INSTRUCTIONS FOR THE TASK: Where a line contains the word "lane", copy that line from the records below.

[Saved data entries]
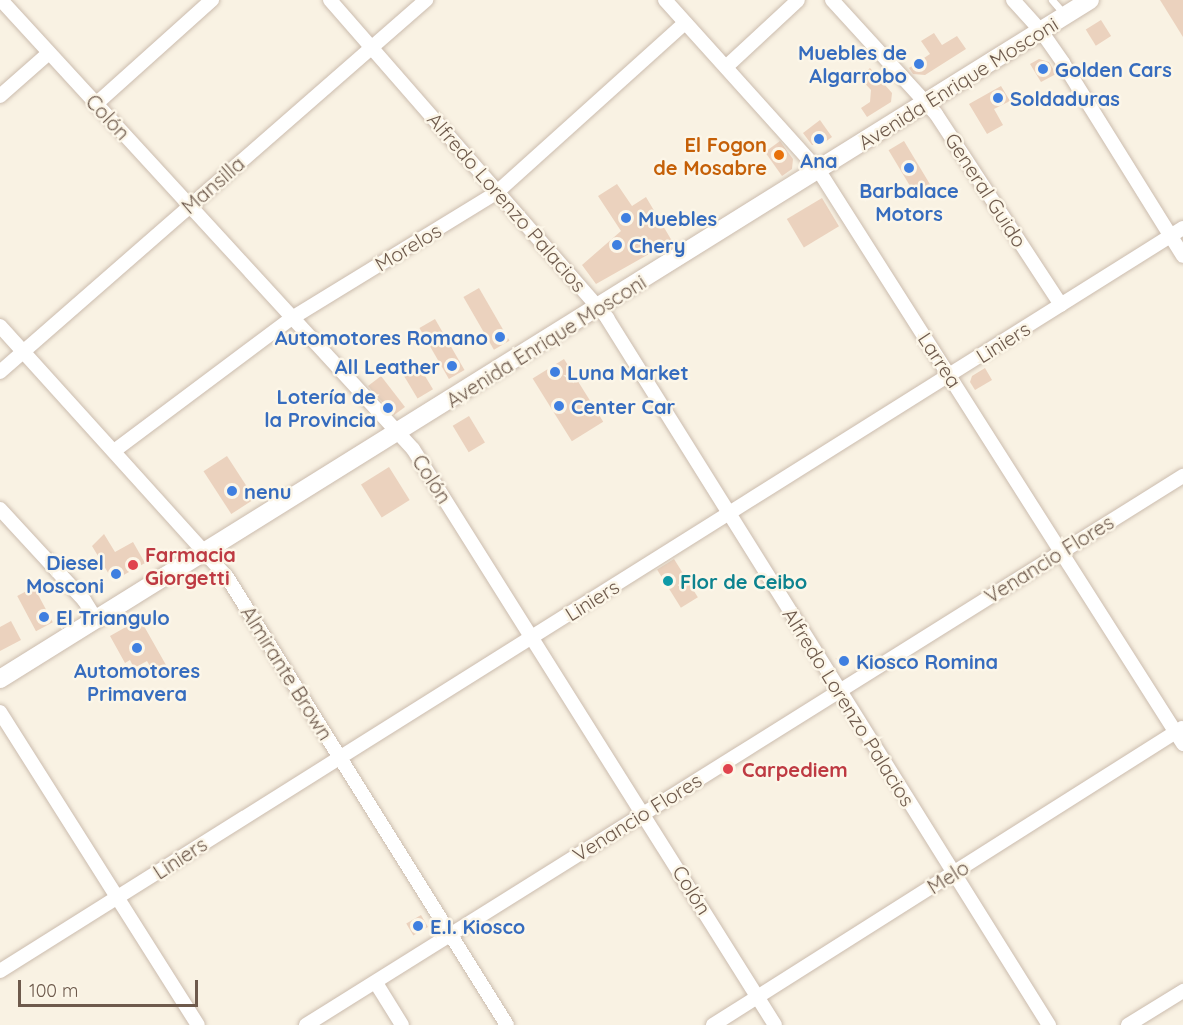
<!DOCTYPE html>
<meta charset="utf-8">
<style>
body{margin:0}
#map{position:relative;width:1183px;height:1025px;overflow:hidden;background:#f9f2e3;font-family:Quicksand,sans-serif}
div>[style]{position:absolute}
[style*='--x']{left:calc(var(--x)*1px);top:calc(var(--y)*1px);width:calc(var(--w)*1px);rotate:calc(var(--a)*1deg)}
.building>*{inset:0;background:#ebd2be;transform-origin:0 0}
.roads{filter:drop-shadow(0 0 2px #cbbcae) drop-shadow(0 0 2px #cbbcae)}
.lane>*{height:7px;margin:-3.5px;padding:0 3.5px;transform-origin:3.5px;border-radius:3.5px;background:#fff}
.street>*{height:14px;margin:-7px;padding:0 7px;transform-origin:7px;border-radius:7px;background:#fff}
.secondary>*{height:18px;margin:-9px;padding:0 9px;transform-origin:9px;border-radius:9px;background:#fff}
.dots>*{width:16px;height:16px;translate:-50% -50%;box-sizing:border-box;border:3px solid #fcf6e8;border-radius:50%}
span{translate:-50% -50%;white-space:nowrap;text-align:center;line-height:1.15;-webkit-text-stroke:5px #fcf6e8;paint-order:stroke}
.shop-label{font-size:20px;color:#366cbe;font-weight:700}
.right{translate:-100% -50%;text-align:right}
.left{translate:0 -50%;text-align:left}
.street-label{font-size:20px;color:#6e5a4c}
.food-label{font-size:20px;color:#c56008;font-weight:700}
.health-label{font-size:20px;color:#be3a42;font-weight:700}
.culture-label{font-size:20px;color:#0d838f;font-weight:700}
.scale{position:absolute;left:18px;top:980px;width:180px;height:27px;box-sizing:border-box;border:3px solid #6e5a4c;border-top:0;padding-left:8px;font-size:18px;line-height:21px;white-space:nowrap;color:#6e5a4c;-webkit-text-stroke:4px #fcf6e8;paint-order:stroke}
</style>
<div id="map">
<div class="building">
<div style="clip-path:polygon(1160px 0,1183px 0,1183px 37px)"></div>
<div style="left:1101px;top:20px;width:19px;height:18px;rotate:58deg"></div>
<div style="clip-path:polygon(934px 33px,942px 45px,957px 36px,966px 49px,925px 75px,913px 74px,909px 68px,930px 54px,921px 41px)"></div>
<div style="clip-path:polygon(1039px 59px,1049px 62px,1056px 74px,1041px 82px,1030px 64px)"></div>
<div style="clip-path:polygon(870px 68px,892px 93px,891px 102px,867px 117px,861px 108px,870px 102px,871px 90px,859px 77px)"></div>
<div style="clip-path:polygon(1001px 86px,1010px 101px,994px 109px,1003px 125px,987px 134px,969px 104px)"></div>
<div style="clip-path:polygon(820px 120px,832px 137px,821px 145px,812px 145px,803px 133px)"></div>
<div style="clip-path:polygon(780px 141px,793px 159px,792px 169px,782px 176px,765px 152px)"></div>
<div style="left:904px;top:141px;width:51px;height:18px;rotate:59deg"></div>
<div style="clip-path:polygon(617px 184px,632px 206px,646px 197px,672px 241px,596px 284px,582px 265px,621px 231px,598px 196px)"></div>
<div style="left:822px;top:198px;width:33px;height:41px;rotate:59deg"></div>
<div style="left:479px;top:288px;width:61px;height:18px;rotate:60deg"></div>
<div style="left:435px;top:319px;width:59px;height:18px;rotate:60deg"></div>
<div style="left:564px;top:359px;width:74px;height:37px;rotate:58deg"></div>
<div style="left:416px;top:361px;width:33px;height:18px;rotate:59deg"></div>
<div style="clip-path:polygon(985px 368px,992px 380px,975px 390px,970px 382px,972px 376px)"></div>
<div style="clip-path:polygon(381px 376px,405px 407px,394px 415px,368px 386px)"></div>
<div style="left:469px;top:416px;width:31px;height:19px;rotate:59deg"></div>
<div style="left:227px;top:456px;width:51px;height:28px;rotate:57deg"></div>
<div style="left:389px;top:467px;width:39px;height:33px;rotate:58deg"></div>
<div style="clip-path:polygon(104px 534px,115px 552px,133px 542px,145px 563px,113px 581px,92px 546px)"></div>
<div style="left:674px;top:559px;width:45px;height:20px;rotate:58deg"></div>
<div style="left:34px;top:587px;width:40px;height:19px;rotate:62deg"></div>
<div style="clip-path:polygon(140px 619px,166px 665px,154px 673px,147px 661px,134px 668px,130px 660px,125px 663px,110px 636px)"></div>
<div style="clip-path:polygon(11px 621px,21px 640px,0 651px,0 627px)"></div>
<div style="left:845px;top:653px;width:12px;height:11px;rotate:59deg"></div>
<div style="left:421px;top:915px;width:14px;height:17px;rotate:60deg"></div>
</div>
<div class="roads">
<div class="lane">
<div style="--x:1052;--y:0;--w:20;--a:49"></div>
</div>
<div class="street">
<div style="--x:1;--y:0;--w:609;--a:47.46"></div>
<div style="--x:413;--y:449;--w:680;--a:57.85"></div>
<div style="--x:330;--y:0;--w:422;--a:48.9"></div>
<div style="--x:607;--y:318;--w:834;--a:57.99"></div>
<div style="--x:665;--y:0;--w:230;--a:48"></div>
<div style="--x:819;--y:171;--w:679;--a:57.57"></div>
<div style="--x:832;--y:0;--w:154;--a:47.6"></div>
<div style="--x:936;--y:114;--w:228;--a:56.8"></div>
<div style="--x:1013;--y:0;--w:42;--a:47.9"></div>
<div style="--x:1041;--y:31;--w:39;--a:55"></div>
<div style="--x:1063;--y:63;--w:227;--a:58.1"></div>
<div style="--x:726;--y:67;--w:98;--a:-42.9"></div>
<div style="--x:0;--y:96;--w:65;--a:-41.3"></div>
<div style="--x:96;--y:104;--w:156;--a:-41.9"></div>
<div style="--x:0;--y:326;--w:338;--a:47.9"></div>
<div style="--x:227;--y:577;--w:528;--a:57.99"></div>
<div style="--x:0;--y:372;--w:566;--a:-41.13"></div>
<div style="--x:114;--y:451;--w:222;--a:-36.8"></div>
<div style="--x:292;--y:318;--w:239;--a:-31.5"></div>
<div style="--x:496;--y:193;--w:254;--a:-42"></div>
<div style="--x:0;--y:509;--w:124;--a:47.3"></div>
<div style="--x:84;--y:600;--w:22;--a:58"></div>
<div style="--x:0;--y:712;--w:370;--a:57.7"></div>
<div style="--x:0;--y:971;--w:1397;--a:-32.13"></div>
<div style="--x:376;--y:983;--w:49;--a:58.2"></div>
<div style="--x:306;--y:1025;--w:1035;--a:-32.05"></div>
<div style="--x:713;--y:1025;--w:555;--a:-32.34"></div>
<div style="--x:1128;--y:1025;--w:65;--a:-31.7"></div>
</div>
<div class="secondary">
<div style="--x:0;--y:679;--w:1284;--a:-31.92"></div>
</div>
</div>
<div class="dots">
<div style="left:919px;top:64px;background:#3f7fe0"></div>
<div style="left:1043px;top:69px;background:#3f7fe0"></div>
<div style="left:998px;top:98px;background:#3f7fe0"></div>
<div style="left:819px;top:139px;background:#3f7fe0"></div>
<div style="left:779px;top:155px;background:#e8710a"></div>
<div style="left:909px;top:168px;background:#3f7fe0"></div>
<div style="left:626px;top:218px;background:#3f7fe0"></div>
<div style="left:617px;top:245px;background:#3f7fe0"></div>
<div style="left:500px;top:337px;background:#3f7fe0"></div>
<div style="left:452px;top:366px;background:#3f7fe0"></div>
<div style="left:555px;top:372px;background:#3f7fe0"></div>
<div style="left:559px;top:406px;background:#3f7fe0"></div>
<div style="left:388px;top:408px;background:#3f7fe0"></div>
<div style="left:232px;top:491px;background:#3f7fe0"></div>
<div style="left:133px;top:565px;background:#e0444e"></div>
<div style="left:116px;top:574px;background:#3f7fe0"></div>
<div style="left:668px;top:581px;background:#0f9aa8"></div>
<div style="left:44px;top:617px;background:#3f7fe0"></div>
<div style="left:137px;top:648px;background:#3f7fe0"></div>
<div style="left:844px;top:661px;background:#3f7fe0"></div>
<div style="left:728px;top:769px;background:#e0444e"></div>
<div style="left:418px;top:926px;background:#3f7fe0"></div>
</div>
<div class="shop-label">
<span class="right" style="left:907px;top:64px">Muebles de<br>Algarrobo</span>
<span class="left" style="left:1055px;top:69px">Golden Cars</span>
<span class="left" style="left:1010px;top:98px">Soldaduras</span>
<span style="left:819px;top:160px">Ana</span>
<span style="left:909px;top:202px">Barbalace<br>Motors</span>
<span class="left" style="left:638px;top:218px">Muebles</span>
<span class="left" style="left:629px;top:245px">Chery</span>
<span class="right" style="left:488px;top:337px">Automotores Romano</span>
<span class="right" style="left:440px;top:366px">All Leather</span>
<span class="left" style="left:567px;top:372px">Luna Market</span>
<span class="right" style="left:376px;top:408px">Lotería de<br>la Provincia</span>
<span class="left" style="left:571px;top:406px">Center Car</span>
<span class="left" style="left:244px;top:491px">nenu</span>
<span class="right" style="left:104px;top:574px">Diesel<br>Mosconi</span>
<span class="left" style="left:56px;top:617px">El Triangulo</span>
<span class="left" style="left:856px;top:661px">Kiosco Romina</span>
<span style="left:137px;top:682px">Automotores<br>Primavera</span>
<span class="left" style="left:430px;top:926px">E.I. Kiosco</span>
</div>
<div class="street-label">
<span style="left:958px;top:83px;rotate:-32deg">Avenida Enrique Mosconi</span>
<span style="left:108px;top:117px;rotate:47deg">Colón</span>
<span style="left:213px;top:185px;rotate:-41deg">Mansilla</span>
<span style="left:986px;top:190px;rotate:57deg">General Guido</span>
<span style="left:507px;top:202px;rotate:49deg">Alfredo Lorenzo Palacios</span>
<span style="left:408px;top:247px;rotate:-31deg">Morelos</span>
<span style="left:546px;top:341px;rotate:-32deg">Avenida Enrique Mosconi</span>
<span style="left:1003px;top:342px;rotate:-32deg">Liniers</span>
<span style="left:940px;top:360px;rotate:57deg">Larrea</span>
<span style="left:432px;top:479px;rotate:57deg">Colón</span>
<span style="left:1049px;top:559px;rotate:-32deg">Venancio Flores</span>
<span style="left:592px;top:600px;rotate:-32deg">Liniers</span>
<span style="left:287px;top:673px;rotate:58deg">Almirante Brown</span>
<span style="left:849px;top:707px;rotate:58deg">Alfredo Lorenzo Palacios</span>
<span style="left:637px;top:817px;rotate:-32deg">Venancio Flores</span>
<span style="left:180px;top:858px;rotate:-33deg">Liniers</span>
<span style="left:948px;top:877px;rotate:-32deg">Melo</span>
<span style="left:692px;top:890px;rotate:58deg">Colón</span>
</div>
<div class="food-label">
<span class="right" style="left:767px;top:156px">El Fogon<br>de Mosabre</span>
</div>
<div class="health-label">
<span class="left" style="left:145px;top:566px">Farmacia<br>Giorgetti</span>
<span class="left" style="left:742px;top:769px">Carpediem</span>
</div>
<div class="culture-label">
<span class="left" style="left:680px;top:581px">Flor de Ceibo</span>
</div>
<div class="scale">100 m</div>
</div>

OUTPUT FOR THIS TASK:
.lane>*{height:7px;margin:-3.5px;padding:0 3.5px;transform-origin:3.5px;border-radius:3.5px;background:#fff}
<div class="lane">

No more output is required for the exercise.